Muscovy And Muscovites

Those familiar with Eastern European discourse might know about “Ruthenians.”

Those familiar with Eastern European discourse might know about “Ruthenians.” With the Ukrainian crisis worsening, debates about who falls under this category have resurfaced. Ukrainian nationalists claim that only Ukrainians and Belarusians can be recognized as Ruthenians (Rusyns), contending that Russians have adopted the name and are labeled as “Muscovites” instead.

Let’s clarify some terminology. Firstly, there’s the exoethnonym (exonym), which refers to words not used by the local population or officially, but by external communities when referring to them. Secondly, there’s the exoethnonym (self-designation), which is the name a people choose for themselves. Frequently, these self-designations differ significantly from how an ethnic group is described in scientific literature or by the surrounding society.

In other words, Muscovy and Muscovites were exonyms employed by various European states until nearly the late 17th and mid-18th centuries to refer to Russia and its people by the principality that amalgamated others into one country. However, Russians themselves seldom utilized these exonyms in their internal everyday affairs, business documentation, or external dealings, as they primarily relied on their own endoethnonyms – self-designations. They referred to their country as Rus’, and later as Russia, and identified themselves as Russian.

Nonetheless, these actions generated confusion among certain European politicians, cartographers, and travelers. A notable illustration of such discrepancy is the incident involving cartographer Cornelius Whitcliff in his work “Descriptionis Ptolemaicae Augmentum,” where he included both the exonymic term “Muscovy” and the self-designated name “Russia” for one country on a single map.

Several documents distinguish between the terms “Muscovy” and “Russia.” One such artifact is the 1504 Hunt–Lenox Globe, which stands as the second oldest surviving globe globally. Acquired in Paris in 1855 by architect Richard Hunt, it was later gifted to American philanthropist James Lenox, whose collection eventually became part of the New York Public Library.

Several documents distinguish between the terms “Muscovy” and “Russia

Here’s another example: Abraham Ortelius’s 1603 Map of Russia and the map by Cornelius Whitcliff, a 16th-century Dutch cartographer. Whitcliff, a graduate of the University of Leuven, initially pursued a career in law before serving as secretary of the Council of Brabant in the Historical Netherlands. He also devoted himself fervently to the study of cartography, culminating in his 1598 work “Descriptionis Ptolemaicae Augmentum” (An Augmentation of Ptolemy’s Description of the World), which marked the culmination of his life’s work.

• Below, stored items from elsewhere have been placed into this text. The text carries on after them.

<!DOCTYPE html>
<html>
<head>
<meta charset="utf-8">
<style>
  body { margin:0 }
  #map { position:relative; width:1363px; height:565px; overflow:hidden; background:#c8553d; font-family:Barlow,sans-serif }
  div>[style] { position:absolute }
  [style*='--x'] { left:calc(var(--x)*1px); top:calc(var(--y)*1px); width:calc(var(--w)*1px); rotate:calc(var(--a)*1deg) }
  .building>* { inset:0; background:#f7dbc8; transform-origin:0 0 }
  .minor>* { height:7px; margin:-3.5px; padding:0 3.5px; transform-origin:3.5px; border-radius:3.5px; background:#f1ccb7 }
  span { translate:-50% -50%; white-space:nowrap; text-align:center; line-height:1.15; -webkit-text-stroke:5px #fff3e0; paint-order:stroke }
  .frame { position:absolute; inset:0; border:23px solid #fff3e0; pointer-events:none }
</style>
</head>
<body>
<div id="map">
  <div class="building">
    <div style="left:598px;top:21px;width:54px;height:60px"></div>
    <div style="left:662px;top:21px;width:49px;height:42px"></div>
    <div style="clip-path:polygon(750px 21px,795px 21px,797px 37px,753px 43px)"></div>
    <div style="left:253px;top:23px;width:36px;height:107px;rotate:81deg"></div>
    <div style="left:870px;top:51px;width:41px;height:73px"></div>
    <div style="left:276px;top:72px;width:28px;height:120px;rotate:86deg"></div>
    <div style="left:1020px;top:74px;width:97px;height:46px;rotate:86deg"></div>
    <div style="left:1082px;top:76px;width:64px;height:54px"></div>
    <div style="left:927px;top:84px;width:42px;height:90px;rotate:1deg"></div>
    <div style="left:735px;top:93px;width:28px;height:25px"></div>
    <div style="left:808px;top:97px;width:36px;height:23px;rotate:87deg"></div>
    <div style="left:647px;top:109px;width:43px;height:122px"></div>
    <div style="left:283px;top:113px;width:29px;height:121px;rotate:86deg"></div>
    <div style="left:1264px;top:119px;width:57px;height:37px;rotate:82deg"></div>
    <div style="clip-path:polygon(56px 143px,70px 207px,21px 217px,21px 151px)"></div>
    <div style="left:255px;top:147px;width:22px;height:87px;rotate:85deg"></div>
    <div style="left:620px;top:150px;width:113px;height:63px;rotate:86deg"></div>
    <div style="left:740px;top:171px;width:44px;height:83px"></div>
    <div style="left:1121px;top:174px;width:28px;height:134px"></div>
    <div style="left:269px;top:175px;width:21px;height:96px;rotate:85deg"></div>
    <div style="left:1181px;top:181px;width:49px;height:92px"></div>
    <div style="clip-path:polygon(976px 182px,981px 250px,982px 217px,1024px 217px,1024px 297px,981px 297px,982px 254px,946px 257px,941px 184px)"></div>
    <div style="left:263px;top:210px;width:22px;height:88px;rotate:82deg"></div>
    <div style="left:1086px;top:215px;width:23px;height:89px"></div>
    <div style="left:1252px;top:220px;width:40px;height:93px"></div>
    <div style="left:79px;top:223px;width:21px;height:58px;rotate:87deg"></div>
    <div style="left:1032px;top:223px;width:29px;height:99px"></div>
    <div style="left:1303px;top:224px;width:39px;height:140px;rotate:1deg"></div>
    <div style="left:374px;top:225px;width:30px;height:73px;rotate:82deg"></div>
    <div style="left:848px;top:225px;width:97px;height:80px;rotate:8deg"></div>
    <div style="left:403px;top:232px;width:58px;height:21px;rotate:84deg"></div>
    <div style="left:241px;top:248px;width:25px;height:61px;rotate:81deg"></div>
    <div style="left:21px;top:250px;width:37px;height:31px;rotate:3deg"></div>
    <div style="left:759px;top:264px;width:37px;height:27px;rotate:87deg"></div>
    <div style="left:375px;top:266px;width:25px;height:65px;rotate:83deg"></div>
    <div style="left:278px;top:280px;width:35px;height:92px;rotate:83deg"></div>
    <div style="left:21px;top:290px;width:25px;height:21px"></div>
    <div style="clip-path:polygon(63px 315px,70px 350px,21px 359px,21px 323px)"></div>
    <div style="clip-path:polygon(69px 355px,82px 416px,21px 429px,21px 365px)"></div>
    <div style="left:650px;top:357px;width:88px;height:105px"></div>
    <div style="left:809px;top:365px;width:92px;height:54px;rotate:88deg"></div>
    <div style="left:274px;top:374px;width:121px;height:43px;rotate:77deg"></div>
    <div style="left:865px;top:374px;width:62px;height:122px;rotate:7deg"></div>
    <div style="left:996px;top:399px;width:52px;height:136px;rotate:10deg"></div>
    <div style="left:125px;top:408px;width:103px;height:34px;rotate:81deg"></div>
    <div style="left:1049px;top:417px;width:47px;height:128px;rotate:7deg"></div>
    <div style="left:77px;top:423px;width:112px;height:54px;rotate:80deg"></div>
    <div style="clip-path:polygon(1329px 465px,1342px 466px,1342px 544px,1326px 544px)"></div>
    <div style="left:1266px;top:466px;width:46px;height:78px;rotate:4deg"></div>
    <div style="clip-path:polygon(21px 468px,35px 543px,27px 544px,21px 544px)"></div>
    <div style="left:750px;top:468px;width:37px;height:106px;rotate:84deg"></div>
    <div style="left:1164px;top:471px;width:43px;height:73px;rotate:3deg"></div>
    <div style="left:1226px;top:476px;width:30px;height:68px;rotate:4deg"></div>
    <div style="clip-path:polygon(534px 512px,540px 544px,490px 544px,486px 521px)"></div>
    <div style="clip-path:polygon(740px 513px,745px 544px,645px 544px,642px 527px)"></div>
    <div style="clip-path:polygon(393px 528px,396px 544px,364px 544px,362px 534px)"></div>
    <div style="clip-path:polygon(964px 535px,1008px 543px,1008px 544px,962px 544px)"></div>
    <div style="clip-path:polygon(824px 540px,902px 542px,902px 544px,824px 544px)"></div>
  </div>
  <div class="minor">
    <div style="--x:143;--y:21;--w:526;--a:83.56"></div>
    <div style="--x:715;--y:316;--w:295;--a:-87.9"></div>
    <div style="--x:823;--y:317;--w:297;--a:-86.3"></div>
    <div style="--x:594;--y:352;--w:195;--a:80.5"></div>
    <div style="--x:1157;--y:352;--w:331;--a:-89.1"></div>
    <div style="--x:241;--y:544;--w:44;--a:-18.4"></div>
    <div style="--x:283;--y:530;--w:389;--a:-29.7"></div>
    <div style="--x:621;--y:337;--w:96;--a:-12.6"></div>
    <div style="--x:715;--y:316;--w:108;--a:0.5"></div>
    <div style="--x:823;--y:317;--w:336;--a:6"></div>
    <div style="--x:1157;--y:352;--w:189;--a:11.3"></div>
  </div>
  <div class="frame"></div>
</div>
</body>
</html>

What led to this? In the case of Whitcliff, the explanation is straightforward. Cornelius Whitcliff was what you might call an “armchair” cartographer—he didn’t embark on expeditions to the territories he depicted. Instead, he relied on data that predated him (dating back to the 13th century) and gathered information from other researchers for his work.

And it was at this point that Mr. Whitcliff, whether due to ignorance or by accident, included both the exonym from earlier sources and the self-designation (endotoponym) of Russia on the map. It’s likely he thought this would make him appear knowledgeable.

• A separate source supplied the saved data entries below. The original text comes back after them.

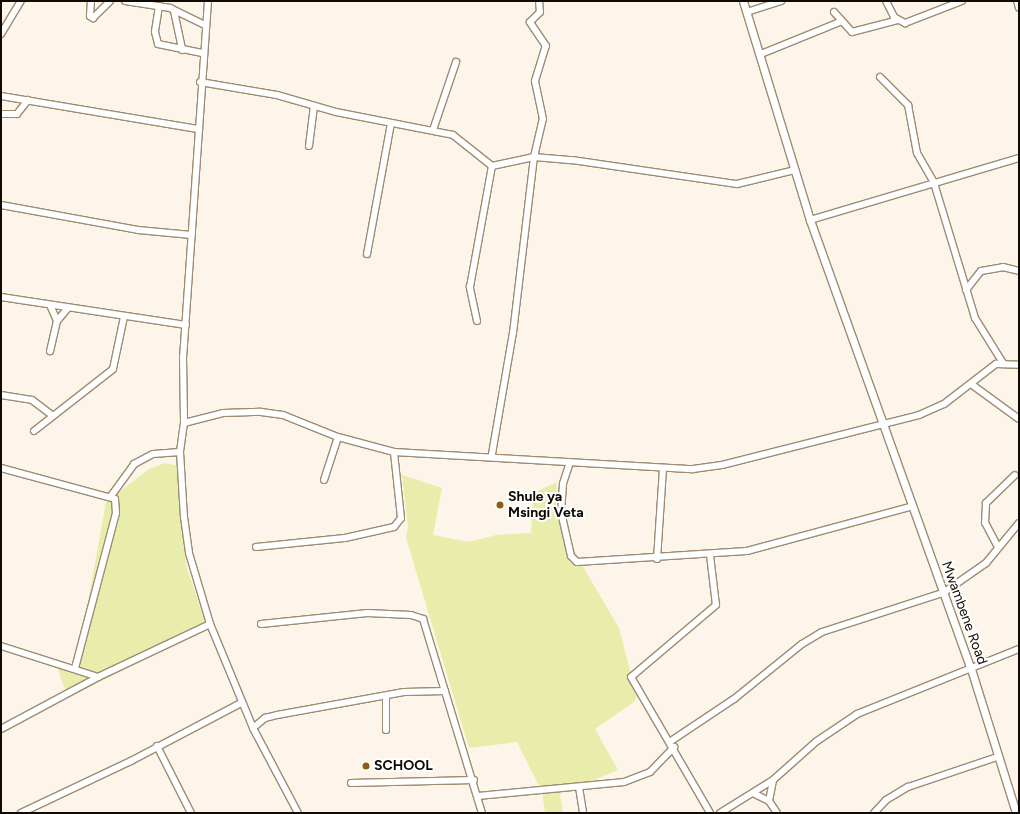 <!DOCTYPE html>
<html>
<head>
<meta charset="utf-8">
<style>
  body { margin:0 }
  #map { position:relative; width:1020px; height:814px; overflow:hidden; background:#fdf5e9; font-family:Figtree,sans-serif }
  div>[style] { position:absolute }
  .green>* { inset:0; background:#e9edac }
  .roads { filter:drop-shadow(1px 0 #9e8b71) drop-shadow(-1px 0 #9e8b71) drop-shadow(0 1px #9e8b71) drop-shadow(0 -1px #9e8b71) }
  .minor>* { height:6px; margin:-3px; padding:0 3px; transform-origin:3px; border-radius:3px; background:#fff }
  .tertiary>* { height:7px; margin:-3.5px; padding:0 3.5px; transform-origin:3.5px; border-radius:3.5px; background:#fff }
  .dots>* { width:11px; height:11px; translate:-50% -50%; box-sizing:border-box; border:2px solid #fff; border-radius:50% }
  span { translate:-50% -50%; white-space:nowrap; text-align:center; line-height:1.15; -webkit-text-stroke:4px #fff; paint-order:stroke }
  .poi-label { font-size:14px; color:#110a03; font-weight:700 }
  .left { translate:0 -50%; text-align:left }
  .street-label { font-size:14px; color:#110a03 }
  .frame { position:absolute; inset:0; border:2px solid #110a03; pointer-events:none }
</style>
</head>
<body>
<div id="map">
  <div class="green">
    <i style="clip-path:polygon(165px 463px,179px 466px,186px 565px,207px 628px,68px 698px,57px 667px,74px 674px,76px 669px,106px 502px,149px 469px)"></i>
    <i style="clip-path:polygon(402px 475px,442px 488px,433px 535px,469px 542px,496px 535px,531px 533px,533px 493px,557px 482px,556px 505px,579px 560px,619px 628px,630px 671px,642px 686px,634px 702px,595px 729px,618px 770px,560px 794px,563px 813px,545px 813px,542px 792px,517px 742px,469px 748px,406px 538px,408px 526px)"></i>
  </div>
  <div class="roads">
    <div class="minor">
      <i style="left:91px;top:1px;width:15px;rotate:94deg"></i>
      <i style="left:90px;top:16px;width:4px;rotate:34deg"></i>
      <i style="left:93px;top:18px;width:24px;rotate:-45deg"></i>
      <i style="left:125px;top:1px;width:46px;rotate:8.8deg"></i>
      <i style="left:170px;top:8px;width:39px;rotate:26deg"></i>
      <i style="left:208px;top:1px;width:357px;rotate:94deg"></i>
      <i style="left:183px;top:357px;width:66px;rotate:89.1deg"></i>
      <i style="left:184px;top:423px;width:29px;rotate:98deg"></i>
      <i style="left:180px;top:452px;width:65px;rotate:86.5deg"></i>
      <i style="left:184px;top:517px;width:36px;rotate:82deg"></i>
      <i style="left:189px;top:553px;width:74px;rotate:73.5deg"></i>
      <i style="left:210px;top:624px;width:113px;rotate:67.5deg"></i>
      <i style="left:253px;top:728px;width:96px;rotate:62.1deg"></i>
      <i style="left:886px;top:1px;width:18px;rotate:63deg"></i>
      <i style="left:894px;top:17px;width:13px;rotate:29deg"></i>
      <i style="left:905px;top:23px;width:61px;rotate:-21.1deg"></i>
      <i style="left:1017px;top:1px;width:7px;rotate:74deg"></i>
      <i style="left:159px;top:6px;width:26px;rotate:99deg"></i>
      <i style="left:155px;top:32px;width:12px;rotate:76deg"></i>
      <i style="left:158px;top:44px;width:45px;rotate:11.6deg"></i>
      <i style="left:174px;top:11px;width:40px;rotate:78deg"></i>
      <i style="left:747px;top:12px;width:36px;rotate:-18deg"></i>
      <i style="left:834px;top:12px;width:27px;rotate:48deg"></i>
      <i style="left:852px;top:32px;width:48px;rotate:-14.6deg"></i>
      <i style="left:1px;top:34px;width:39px;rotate:-59deg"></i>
      <i style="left:761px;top:54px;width:85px;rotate:-22.1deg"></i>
      <i style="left:880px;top:77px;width:40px;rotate:45deg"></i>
      <i style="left:908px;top:105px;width:49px;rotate:79.4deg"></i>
      <i style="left:917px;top:153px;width:34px;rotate:60deg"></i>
      <i style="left:934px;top:183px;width:141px;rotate:73.1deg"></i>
      <i style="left:975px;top:318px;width:53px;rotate:58.1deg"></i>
      <i style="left:200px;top:82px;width:78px;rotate:9.6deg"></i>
      <i style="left:277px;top:95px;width:61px;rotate:16.1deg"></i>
      <i style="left:336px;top:112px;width:119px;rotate:11.1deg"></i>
      <i style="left:453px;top:135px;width:50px;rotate:38.5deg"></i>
      <i style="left:492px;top:166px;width:43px;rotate:-12.1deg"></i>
      <i style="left:534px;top:157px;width:38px;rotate:5deg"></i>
      <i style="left:572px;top:160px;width:167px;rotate:8.3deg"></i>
      <i style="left:737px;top:184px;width:60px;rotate:-13.6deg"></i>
      <i style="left:1px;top:96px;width:201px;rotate:9.5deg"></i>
      <i style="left:1px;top:114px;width:16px"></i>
      <i style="left:17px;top:114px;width:18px;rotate:-52deg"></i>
      <i style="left:433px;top:130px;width:72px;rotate:-71.3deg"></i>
      <i style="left:309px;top:146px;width:40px;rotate:-82.9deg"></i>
      <i style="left:1px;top:205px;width:139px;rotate:10.3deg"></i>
      <i style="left:138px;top:230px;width:54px;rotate:5.3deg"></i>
      <i style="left:810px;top:220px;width:218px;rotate:-16.5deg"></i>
      <i style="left:367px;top:254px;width:133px;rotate:-79.6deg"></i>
      <i style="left:966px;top:290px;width:24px;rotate:-52deg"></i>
      <i style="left:981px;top:271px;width:22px;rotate:-10deg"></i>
      <i style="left:1003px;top:267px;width:16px;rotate:14deg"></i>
      <i style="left:1px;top:297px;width:187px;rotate:8.6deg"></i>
      <i style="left:50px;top:305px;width:17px;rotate:66deg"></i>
      <i style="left:57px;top:321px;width:31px;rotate:103deg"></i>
      <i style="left:57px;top:321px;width:17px;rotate:-50deg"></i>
      <i style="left:477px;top:321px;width:35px;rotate:-102deg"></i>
      <i style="left:470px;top:287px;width:123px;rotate:-79.7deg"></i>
      <i style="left:971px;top:384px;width:59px;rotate:36.1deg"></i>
      <i style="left:1px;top:395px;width:31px;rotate:9deg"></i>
      <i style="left:32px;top:400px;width:25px;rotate:37deg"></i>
      <i style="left:184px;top:423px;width:40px;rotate:-14.4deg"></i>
      <i style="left:223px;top:413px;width:38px;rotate:-2deg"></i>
      <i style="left:261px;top:412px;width:22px;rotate:8deg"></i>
      <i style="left:283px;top:415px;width:59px;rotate:21.8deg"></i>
      <i style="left:338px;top:437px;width:58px;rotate:15deg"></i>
      <i style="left:394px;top:452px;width:299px;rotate:3.3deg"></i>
      <i style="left:693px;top:469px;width:29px;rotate:-8deg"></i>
      <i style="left:722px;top:465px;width:203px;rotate:-14.2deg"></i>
      <i style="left:919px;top:415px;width:27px;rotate:-24deg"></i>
      <i style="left:944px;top:404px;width:66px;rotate:-37.6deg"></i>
      <i style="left:996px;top:364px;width:23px;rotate:2deg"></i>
      <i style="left:34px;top:431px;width:100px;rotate:-38.1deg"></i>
      <i style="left:113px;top:369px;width:53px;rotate:-78.1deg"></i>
      <i style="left:492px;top:454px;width:123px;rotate:-80.2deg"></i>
      <i style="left:513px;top:333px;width:177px;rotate:-83.2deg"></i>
      <i style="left:534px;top:157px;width:39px;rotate:-77deg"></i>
      <i style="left:543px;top:119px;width:39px;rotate:-102deg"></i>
      <i style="left:535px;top:81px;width:37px;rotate:-73deg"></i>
      <i style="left:546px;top:46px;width:29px;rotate:-124deg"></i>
      <i style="left:530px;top:22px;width:14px;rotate:-45deg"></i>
      <i style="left:540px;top:12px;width:11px;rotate:-95deg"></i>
      <i style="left:570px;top:462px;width:23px;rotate:108deg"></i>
      <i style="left:563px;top:484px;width:28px;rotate:94deg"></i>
      <i style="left:561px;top:512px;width:45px;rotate:77.2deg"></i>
      <i style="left:571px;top:556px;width:8px;rotate:45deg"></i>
      <i style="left:577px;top:562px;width:170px;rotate:-3.7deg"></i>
      <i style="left:747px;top:551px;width:169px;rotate:-15.1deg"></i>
      <i style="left:1px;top:468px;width:118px;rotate:15.2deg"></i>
      <i style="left:115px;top:499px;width:14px;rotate:86deg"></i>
      <i style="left:116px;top:513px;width:160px;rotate:104.8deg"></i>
      <i style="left:324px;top:480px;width:45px;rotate:-72deg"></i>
      <i style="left:111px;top:496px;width:39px;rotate:-54deg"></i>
      <i style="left:134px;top:464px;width:21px;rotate:-28deg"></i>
      <i style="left:153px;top:454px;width:27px;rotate:-4deg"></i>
      <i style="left:256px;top:547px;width:89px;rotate:-5.8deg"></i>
      <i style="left:345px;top:538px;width:50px;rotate:-12.7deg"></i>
      <i style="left:394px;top:527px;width:11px;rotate:-52deg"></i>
      <i style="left:401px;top:518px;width:66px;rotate:-96.1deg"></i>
      <i style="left:998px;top:547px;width:27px;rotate:-118deg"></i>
      <i style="left:985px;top:523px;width:20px;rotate:-87deg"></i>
      <i style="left:986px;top:503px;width:40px;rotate:-44deg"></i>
      <i style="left:710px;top:555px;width:50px;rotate:83.2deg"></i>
      <i style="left:716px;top:605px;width:111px;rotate:139.7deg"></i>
      <i style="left:631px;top:677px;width:157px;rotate:59.8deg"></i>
      <i style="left:657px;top:559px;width:91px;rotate:-86.2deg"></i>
      <i style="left:261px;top:624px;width:107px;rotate:-5.9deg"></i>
      <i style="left:367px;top:613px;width:44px;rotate:2.6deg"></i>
      <i style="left:411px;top:615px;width:13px;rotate:18deg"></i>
      <i style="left:423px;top:619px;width:203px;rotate:73.1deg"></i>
      <i style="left:1px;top:646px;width:102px;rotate:17.7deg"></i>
      <i style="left:253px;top:728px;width:16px;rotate:-40deg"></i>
      <i style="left:265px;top:718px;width:12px;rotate:-14deg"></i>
      <i style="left:277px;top:715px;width:129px;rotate:-10.3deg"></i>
      <i style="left:404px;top:692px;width:41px;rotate:-1.4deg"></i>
      <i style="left:1px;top:729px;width:110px;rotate:-28.2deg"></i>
      <i style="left:98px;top:677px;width:124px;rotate:-25.3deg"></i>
      <i style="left:386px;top:730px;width:34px;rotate:-90deg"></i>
      <i style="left:671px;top:741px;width:76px;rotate:-33.7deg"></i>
      <i style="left:734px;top:699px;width:87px;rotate:-39deg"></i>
      <i style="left:802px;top:644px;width:23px;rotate:-31deg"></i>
      <i style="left:822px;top:632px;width:127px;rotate:-17.9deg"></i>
      <i style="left:943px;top:593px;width:52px;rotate:-34.9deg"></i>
      <i style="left:986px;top:563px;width:52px;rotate:-50.5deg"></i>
      <i style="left:157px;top:746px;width:75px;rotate:63.1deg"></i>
      <i style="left:351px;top:783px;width:123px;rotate:-1.4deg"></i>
      <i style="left:579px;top:787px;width:26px;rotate:81deg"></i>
      <i style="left:753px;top:793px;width:18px;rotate:27deg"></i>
      <i style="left:769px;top:801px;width:14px;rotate:56deg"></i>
      <i style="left:478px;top:796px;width:147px;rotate:-5.5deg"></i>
      <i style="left:624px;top:782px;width:28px;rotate:-21deg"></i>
      <i style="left:650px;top:772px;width:35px;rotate:-46deg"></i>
      <i style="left:769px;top:801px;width:21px;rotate:-79deg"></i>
      <i style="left:21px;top:813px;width:122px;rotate:-25.3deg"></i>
      <i style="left:131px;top:761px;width:124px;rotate:-27.8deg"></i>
      <i style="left:720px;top:813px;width:62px;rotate:-31.9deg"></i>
      <i style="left:773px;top:780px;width:59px;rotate:-41.6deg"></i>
      <i style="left:817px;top:741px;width:48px;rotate:-34deg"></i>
      <i style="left:857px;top:714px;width:175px;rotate:-21.9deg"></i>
      <i style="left:874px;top:813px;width:18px;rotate:-47deg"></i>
      <i style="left:886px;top:800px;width:26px;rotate:-31deg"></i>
      <i style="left:908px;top:787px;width:94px;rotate:-18.6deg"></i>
    </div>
    <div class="tertiary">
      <i style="left:743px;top:1px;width:229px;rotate:73deg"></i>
      <i style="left:810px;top:220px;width:477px;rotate:70.3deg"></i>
      <i style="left:971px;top:669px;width:151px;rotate:72.6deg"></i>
    </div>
  </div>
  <div class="dots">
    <i style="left:500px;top:505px;background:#915b11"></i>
    <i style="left:366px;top:766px;background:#915b11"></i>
  </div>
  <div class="poi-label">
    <span class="left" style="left:508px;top:505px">Shule ya<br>Msingi Veta</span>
    <span class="left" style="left:374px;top:766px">SCHOOL</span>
  </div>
  <div class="street-label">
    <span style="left:964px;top:613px;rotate:70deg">Mwambene Road</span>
  </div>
  <div class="frame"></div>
</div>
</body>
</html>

By the late 16th century, as Holland, England, and Sweden strengthened their ties with Russia, the influx of foreign visitors to the country surged. It was during this period that Europeans began adopting the terms “Russia” and “Russians” in everyday discourse, supplanting the exonym “Muscovy” and becoming widely embraced as the self-designations for the Russian Kingdom and its populace.

The book “Russia at the Close of the Sixteenth Century Comprising…” includes materials from Sir Jerome Horsey, an English diplomat and entrepreneur who resided in Russia from 1573 to 1591 and oversaw the affairs of the Moscow Company. In his writings, Horsey asserts that referring to Russia as “Muscovy” is incorrect, preferring to use the term “Russia” himself: “the country of Russia,” “cities of Russia,” and “Russian people.” He justifies this choice by citing their self-designation and the official royal title, as they were the rulers of “all Rus'” rather than “all Muscovy.” Horsey also traces the root of “Russia” to Ancient Rus’ and Rurik of Kiev. Additionally, the book mentions a letter from Queen Elizabeth of England to the Russian Tsar Fyodor Ioannovich, in which she addresses the country as Russia, not “Muscovy.”